### ACTION ITEM
For the data below, give the number of lines in which "after" occurs. Include nothing besides that number.

### INFORMATION SUPPLIED
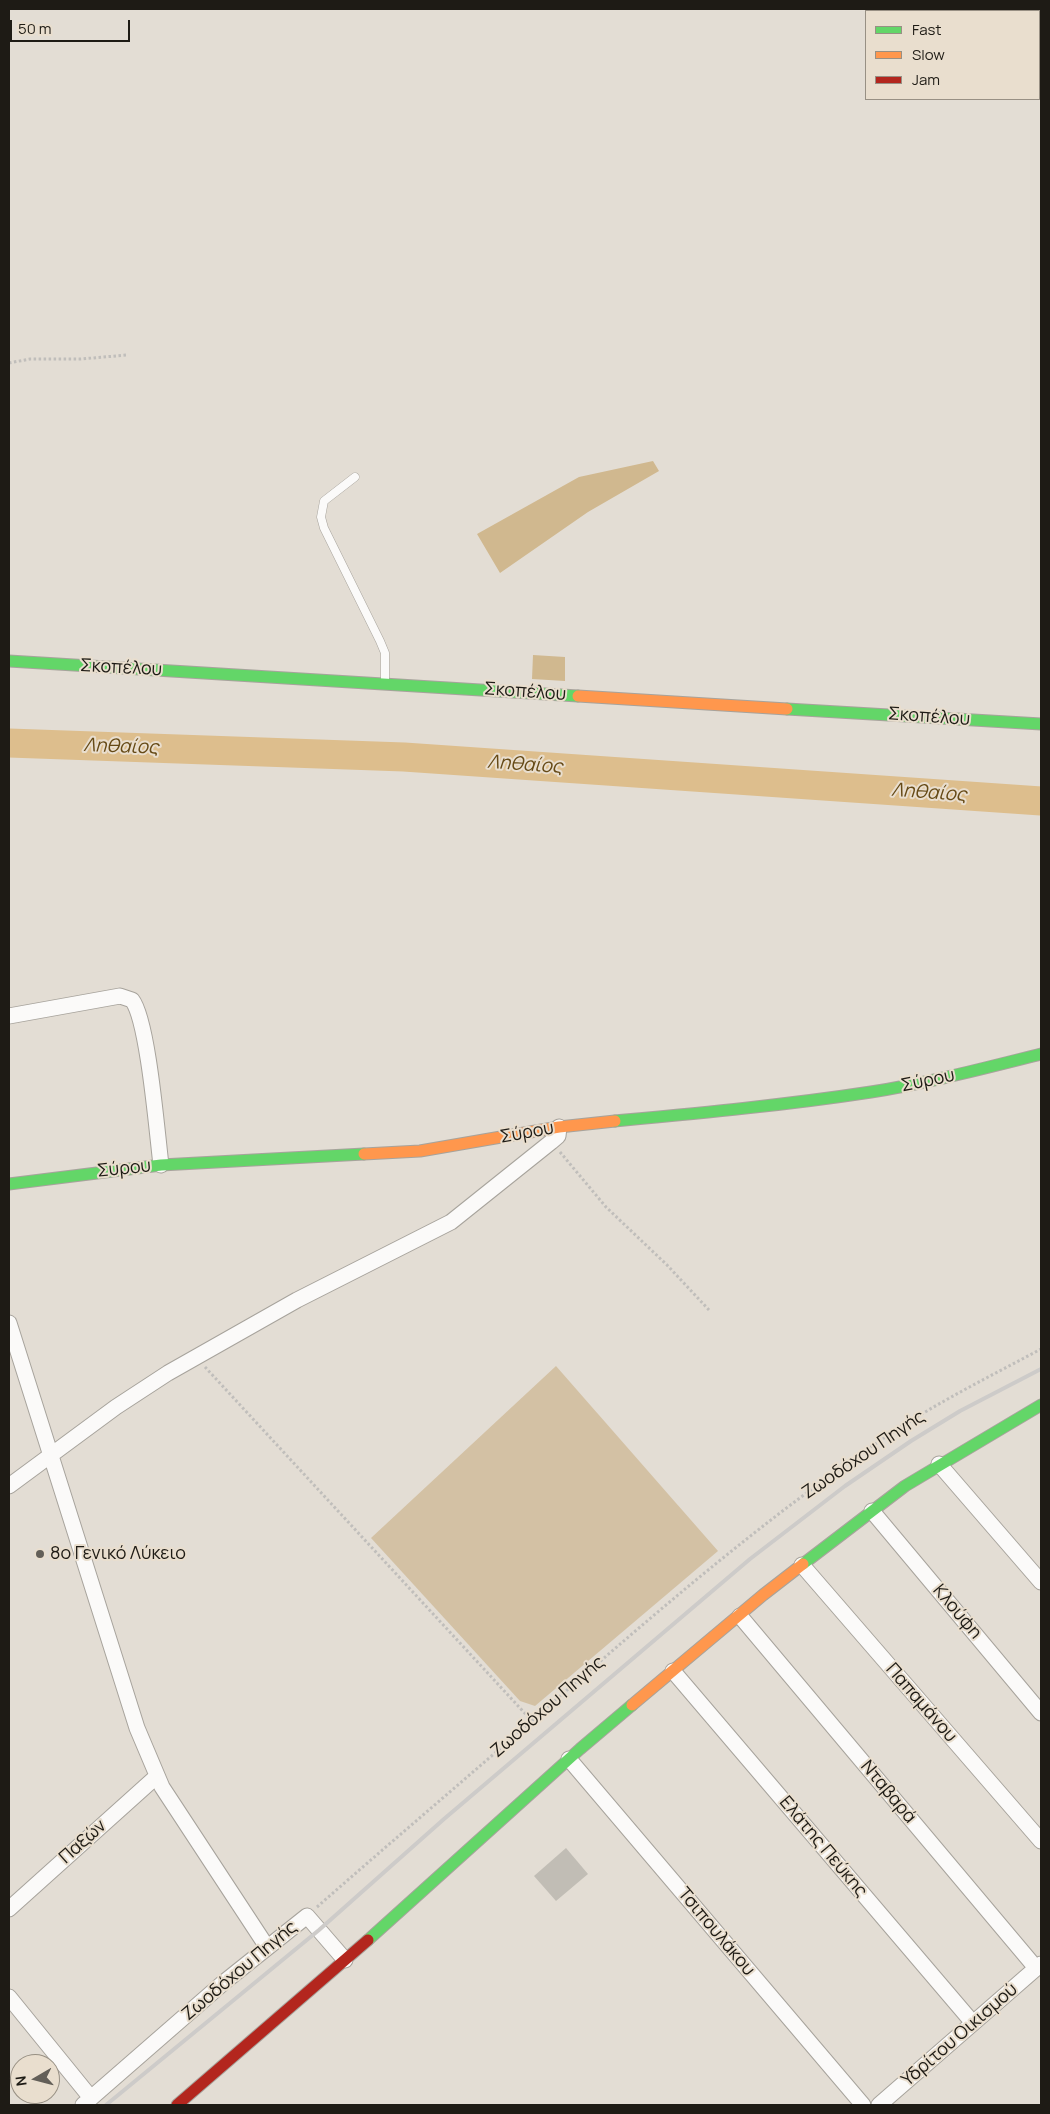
<!DOCTYPE html>
<meta charset="utf-8">
<style>
body{margin:0}
#map{position:relative;width:1050px;height:2114px;overflow:hidden;background:#e3ddd4;font-family:Manrope,sans-serif}
canvas{display:block}
.frame{position:absolute;inset:0;border:10px solid #1e1b15;pointer-events:none}
.legend{position:absolute;left:865px;top:10px;width:175px;height:90px;box-sizing:border-box;background:#e9dece;border:1px solid #989084;margin:0;padding:6px 9px;list-style:none;font-size:15px;color:#1e1b15}
.legend li{display:flex;align-items:center;gap:10px;height:25px}
.legend b{width:25px;border:1px solid #989084}
.north{position:absolute;left:10px;top:2054px;width:50px;height:50px;box-sizing:border-box;background:#e9dece;border:1px solid #989084;border-radius:50%;rotate:262deg;font-size:14px;font-weight:700;line-height:20px;text-align:center;color:#1e1b15}
.north::after{content:'';display:block;margin:auto;width:18px;height:22px;background:#635f58;clip-path:polygon(50% 0,100% 100%,50% 72%,0 100%)}
.scale{position:absolute;left:10px;top:20px;width:120px;height:22px;box-sizing:border-box;border:2px solid #1e1b15;border-top:0;padding-left:6px;font-size:15px;line-height:18px;white-space:nowrap;color:#1e1b15;-webkit-text-stroke:4px #e9dece;paint-order:stroke}
</style>
<div id="map">
<canvas width="1050" height="2114"></canvas>
<div class="frame"></div>
<ul class="legend">
<li><b style="height:6px;background:#63d668"></b>Fast</li>
<li><b style="height:6px;background:#ff974d"></b>Slow</li>
<li><b style="height:6px;background:#b3261e"></b>Jam</li>
</ul>
<div class="north">N</div>
<div class="scale">50 m</div>
</div>
<script>
const g = document.querySelector('canvas').getContext('2d');
g.lineJoin = 'round';
function fill(path, color) {
  g.fillStyle = color;
  g.fill(path, 'evenodd');
}
function trace(path, color, width, dash) {
  g.strokeStyle = color;
  g.lineWidth = width;
  g.lineCap = dash ? 'butt' : 'round';
  g.setLineDash(dash || []);
  g.stroke(path);
}
function write(font, color, halo, rows, align = 'center') {
  g.font = font + ' Manrope,sans-serif';
  g.lineWidth = 4;
  g.setLineDash([]);
  g.textBaseline = 'middle';
  g.strokeStyle = halo;
  g.fillStyle = color;
  for (const [text, x, y, turn = 0] of rows) {
    g.save();
    g.translate(x, y);
    g.rotate((+turn || 0) * Math.PI / 180);
    g.textAlign = isNaN(turn) ? turn : align;
    if (halo) g.strokeText(text, 0, 0);
    g.fillText(text, 0, 0);
    g.restore();
  }
}
const green = new Path2D(`
 M 556,1366 L 718,1551 L 535,1706 L 520,1701 L 371,1538 Z`);
const forest = new Path2D(`
 M 653,461 L 659,471 L 588,512 L 500,573 L 477,534 L 579,477 Z
 M 533,655 L 565,657 L 565,681 L 532,679 Z`);
const river = new Path2D(`
 M 9,743 L 404,757 L 1041,801`);
const building = new Path2D(`
 M 566,1848 L 588,1874 L 556,1901 L 534,1876 Z`);
const path = new Path2D(`
 M 9,363 L 30,359 L 81,359 L 127,355
 M 560,1152 L 606,1207 L 667,1265 L 709,1310
 M 205,1367 L 532,1721
 M 317,1907 C 392,1841 468,1777 543,1711 C 652,1616 761,1521 881,1440 C 932,1405 987,1378 1041,1349`);
const lane = new Path2D(`
 M 355,477 L 324,501 L 321,517 L 324,528 L 380,641 L 385,653 L 385,681`);
const street = new Path2D(`
 M 9,1016 L 120,996 L 132,1000 C 148,1020 157,1133 161,1165
 M 9,1323 L 137,1728 L 162,1787 L 267,1947
 M 939,1464 L 1041,1582
 M 9,1486 L 116,1407 L 168,1373 L 297,1300 L 451,1222 L 551,1142 L 558,1136 L 559,1127
 M 872,1511 L 1041,1713
 M 802,1565 L 1041,1841
 M 740,1616 L 1036,1968
 M 673,1671 L 973,2023
 M 569,1759 L 863,2105
 M 9,1909 L 157,1776
 M 9,1997 L 91,2098
 M 83,2105 L 223,1983 L 307,1916 L 345,1960
 M 879,2105 L 1041,1964`);
const fast = new Path2D(`
 M 9,661 L 578,696
 M 787,709 L 1041,724
 M 615,1121 C 700,1113 786,1105 871,1092 C 928,1083 985,1068 1041,1054
 M 9,1184 L 161,1165 L 364,1154
 M 803,1564 L 905,1486 L 1041,1405
 M 368,1940 L 580,1749 L 632,1705`);
const slow = new Path2D(`
 M 578,696 L 787,709
 M 364,1154 L 420,1151 L 559,1127 L 615,1121
 M 632,1705 L 763,1595 L 803,1564`);
const jam = new Path2D(`
 M 177,2105 L 368,1940`);
const rail = new Path2D(`
 M 106,2105 L 319,1930 L 444,1819 L 750,1559 L 845,1486 L 911,1441 L 960,1411 L 1041,1369`);
const markers = [
 [40,1554,5,"#635f58"]
];
const streetNames = [
 ["Σκοπέλου",121,668,3],
 ["Σκοπέλου",525,692,4],
 ["Σκοπέλου",929,717,4],
 ["Σύρου",928,1081,-12],
 ["Σύρου",527,1133,-10],
 ["Σύρου",124,1169,-6],
 ["Ζωοδόχου Πηγής",864,1455,-34],
 ["Κλούφη",957,1612,50],
 ["Παπαμάνου",921,1703,49],
 ["Ζωοδόχου Πηγής",548,1707,-41],
 ["Νταβαρά",888,1792,50],
 ["Παξών",83,1842,-42],
 ["Ελάτης Πεύκης",823,1847,50],
 ["Τσιπουλάκου",716,1932,50],
 ["Ζωοδόχου Πηγής",240,1971,-40],
 ["Υδρίτου Οικισμού",960,2035,-41]
];
const poiNames = [
 ["8ο Γενικό Λύκειο",50,1554]
];
const waterNames = [
 ["Ληθαίος",121,747,2],
 ["Ληθαίος",525,765,4],
 ["Ληθαίος",929,793,4]
];
fill(green, '#d3c1a4');
fill(forest, '#d0b88f');
trace(river, '#ddbe8d', 29);
fill(building, '#c1bdb5');
trace(lane, '#a7a39c', 9);
trace(street, '#a7a39c', 17);
trace(fast, '#a7a39c', 13);
trace(slow, '#a7a39c', 13);
trace(jam, '#a7a39c', 13);
trace(path, '#c0bebb', 3, [2.5, 2.5]);
trace(lane, '#fbfaf9', 8);
trace(street, '#fbfaf9', 15);
trace(fast, '#63d668', 11);
trace(slow, '#ff974d', 11);
trace(jam, '#b3261e', 11);
trace(rail, '#cdcbc9', 4);
for (const [x, y, r, color] of markers) {
  const dot = new Path2D();
  dot.arc(x, y, r, 0, 2 * Math.PI);
  g.fillStyle = color;
  g.fill(dot);
  trace(dot, '#e9dece', 2);
}
write('18px', '#1e1b15', '#e9dece', streetNames);
write('18px', '#1e1b15', '#e9dece', poiNames, 'left');
write('italic 19px', '#664a16', '#e9dece', waterNames);
</script>
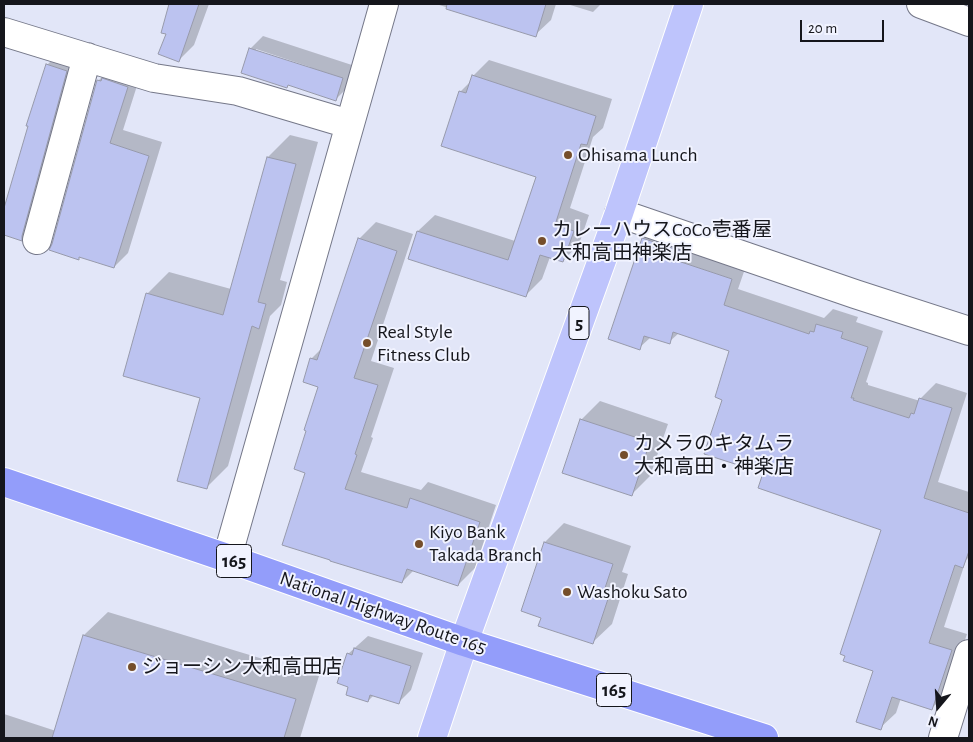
<!DOCTYPE html>
<meta charset="utf-8">
<style>
body{margin:0}
#map{position:relative;width:973px;height:742px;overflow:hidden;background:#e2e6f8;font-family:"Alegreya Sans",sans-serif}
canvas{display:block}
.frame{position:absolute;inset:0;border:5px solid #15161c;pointer-events:none}
.north{position:absolute;left:913px;top:682px;width:50px;height:50px;-webkit-text-stroke:4px #f1f3ff;paint-order:stroke;rotate:198deg;font-size:14px;font-weight:700;line-height:20px;text-align:center;color:#15161c}
.north::after{content:'';display:block;margin:auto;width:18px;height:22px;background:#15161c;clip-path:polygon(50% 0,100% 100%,50% 72%,0 100%)}
.scale{position:absolute;left:800px;top:20px;width:84px;height:22px;box-sizing:border-box;border:2px solid #15161c;border-top:0;padding-left:6px;font-size:15px;line-height:18px;white-space:nowrap;color:#15161c;-webkit-text-stroke:4px #f1f3ff;paint-order:stroke}
</style>
<div id="map">
<canvas width="973" height="742"></canvas>
<div class="frame"></div>
<div class="north">N</div>
<div class="scale">20 m</div>
</div>
<script>
const c = document.querySelector('canvas').getContext('2d');
c.lineJoin = 'round';
function paint(path, color) { c.fillStyle = color; c.fill(path, 'evenodd'); }
const toPath = rows => new Path2D(rows.map(r => 'M' + r).join(''));
function strokePath(path, color, width, dash) { c.strokeStyle = color; c.lineWidth = width; c.lineCap = dash ? 'butt' : 'round'; c.setLineDash(dash || []); c.stroke(path); }
function write(font, color, halo, rows, align = 'center') {
  c.font = font + ' "Alegreya Sans","Noto Sans JP",sans-serif'; c.lineWidth = 4; c.setLineDash([]); c.textBaseline = 'middle'; c.strokeStyle = halo; c.fillStyle = color; for (const [text, x, y, turn = 0] of rows) {
    c.save(); c.translate(x, y); c.rotate((+turn || 0) * Math.PI / 180); c.textAlign = isNaN(turn) ? turn : align; if (halo) c.strokeText(text, 0, 0); c.fillText(text, 0, 0); c.restore();
  }
}
const shadow = toPath([
 [171,4,209,4,194,45,179,60,167,34,162,32],
 [436,4,556,4,551,20,535,35],
 [567,4,601,4,593,12],
 [263,36,355,66,348,87,335,100,250,49],
 [256,49,310,67,309,69,256,52],
 [53,59,73,65,28,234,22,240,4,234,4,222,10,201,29,126,47,65],
 [489,60,612,99,603,128,593,137,570,208,589,215,579,244,563,261,550,257,542,279,526,295,410,258,418,231,435,215,515,241,537,176,460,92,471,81,473,76],
 [112,67,141,73,123,130,162,142,128,253,114,267,80,256,78,258,98,81],
 [290,135,318,142,280,280,287,282,281,305,270,316,228,466,206,488,202,397,147,294,169,272,231,289,268,157],
 [376,222,413,234,371,361,394,368,371,437,373,438,361,472,421,490,428,482,496,505,475,568,458,585,414,570,402,582,307,472,320,386,304,381,312,358,323,347,359,239],
 [658,224,747,263,738,289,824,318,833,309,858,317,856,322,883,331,866,382,868,383,868,385,920,401,921,398,936,383,967,393,938,482,969,492,969,557,966,560,944,627,967,634,947,693,932,708,901,698,896,713,880,728,875,670,883,529,764,473,724,399,731,350,679,333,669,342,651,337,639,348,643,239],
 [600,401,668,424,650,476,632,494,581,420],
 [564,523,631,546,622,572,628,574,612,624,593,642,543,617,523,610,545,542],
 [108,612,319,676,300,738,4,738,4,714,56,731,84,635],
 [368,636,423,653,411,690,398,703,374,695,368,701,350,686,348,654]
]);
const building = toPath([
 [169,4,199,4,179,62,158,54,166,34,161,33,169,4],
 [447,4,546,4,536,37,446,9,447,4],
 [249,48,343,78,336,101,288,85,287,88,241,73,249,48],
 [46,64,67,71,22,236,22,241,4,235,4,208,28,126,26,126,46,64],
 [472,75,596,116,587,145,581,144,555,225,574,231,563,262,540,255,526,297,408,259,417,231,508,260,536,177,441,146,459,91,466,93,472,75],
 [102,78,128,87,110,143,149,156,114,268,79,257,79,260,49,250,52,244,97,80,101,81,102,78],
 [267,157,296,164,258,302,266,304,259,329,252,326,207,489,177,481,200,398,123,376,146,293,223,315,267,157],
 [358,238,397,251,354,378,378,385,355,454,357,455,345,489,407,508,410,498,480,522,458,586,407,569,402,583,330,561,330,560,282,545,305,473,294,469,306,431,304,430,318,387,303,382,310,358,317,360,358,238],
 [642,238,681,251,678,261,732,279,724,305,809,334,810,331,814,332,816,324,843,332,841,338,868,347,851,398,854,398,853,400,909,418,911,413,914,414,919,398,952,408,924,498,969,513,969,551,963,568,955,565,929,643,952,650,932,710,892,697,881,730,856,722,873,671,843,661,845,656,840,654,881,530,758,488,763,473,704,454,722,400,715,397,729,351,673,332,670,344,644,336,640,350,608,339,642,238],
 [580,419,650,442,632,496,562,473,580,419],
 [544,542,613,564,604,591,610,593,593,644,538,626,541,618,521,611,544,542],
 [83,635,296,699,284,738,52,738,83,635],
 [354,648,411,666,399,704,370,695,368,702,346,695,348,687,337,683,347,653,352,655,354,648]
]);
const street = toPath([
 [921,4,969,22],
 [4,32,154,78,238,91,349,124],
 [619,213,855,294,969,331],
 [37,240,87,57],
 [227,558,384,4],
 [943,738,969,654]
]);
const primary = toPath([
 [432,738,464,642,619,213,689,4]
]);
const highway = toPath([
 [4,482,227,558,464,642,764,738]
]);
const markers = [
 [568,155,5,"#754e2b"],
 [542,241,5,"#754e2b"],
 [367,343,5,"#754e2b"],
 [624,455,5,"#754e2b"],
 [419,544,5,"#754e2b"],
 [567,592,5,"#754e2b"],
 [132,667,5,"#754e2b"]
];
const shields = [
 [579,323,20],
 [234,561,35],
 [614,690,35]
];
const shieldNames = [
 ["5",579,323],
 ["165",234,561],
 ["165",614,690]
];
const poiNames = [
 ["Ohisama Lunch",578,155],
 ["カレーハウスCoCo壱番屋",552,230],
 ["大和高田神楽店",552,253],
 ["Real Style",377,332],
 ["Fitness Club",377,355],
 ["カメラのキタムラ",634,444],
 ["大和高田・神楽店",634,467],
 ["Kiyo Bank",429,532],
 ["Takada Branch",429,555],
 ["Washoku Sato",577,592],
 ["ジョーシン大和高田店",142,667]
];
const streetNames = [
 ["National Highway Route 165",383,613,19]
];
paint(shadow, '#0003');
paint(building, '#bcc3f0');
strokePath(building, '#979aab', 1);
strokePath(street, '#757889', 30);
strokePath(primary, '#fff', 30);
strokePath(highway, '#fff', 30);
strokePath(street, '#fff', 28);
strokePath(primary, '#bec4fc', 28);
strokePath(highway, '#939dfa', 28);
for (const [x, y, r, color] of markers) { const dot = new Path2D(); dot.arc(x, y, r, 0, 2 * Math.PI); c.fillStyle = color; c.fill(dot); strokePath(dot, '#f1f3ff', 2); }
for (const [x, y, w] of shields) { const box = new Path2D(); box.roundRect(x - w / 2, y - 16.5, w, 33, 4); c.fillStyle = '#f1f3ff'; c.fill(box); strokePath(box, '#15161c', 1); }
write('bold 19px', '#15161c', null, shieldNames);
write('20px', '#15161c', '#f1f3ff', poiNames, 'left');
write('20px', '#15161c', '#f1f3ff', streetNames);
</script>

### RESULT OF THIS EXERCISE
2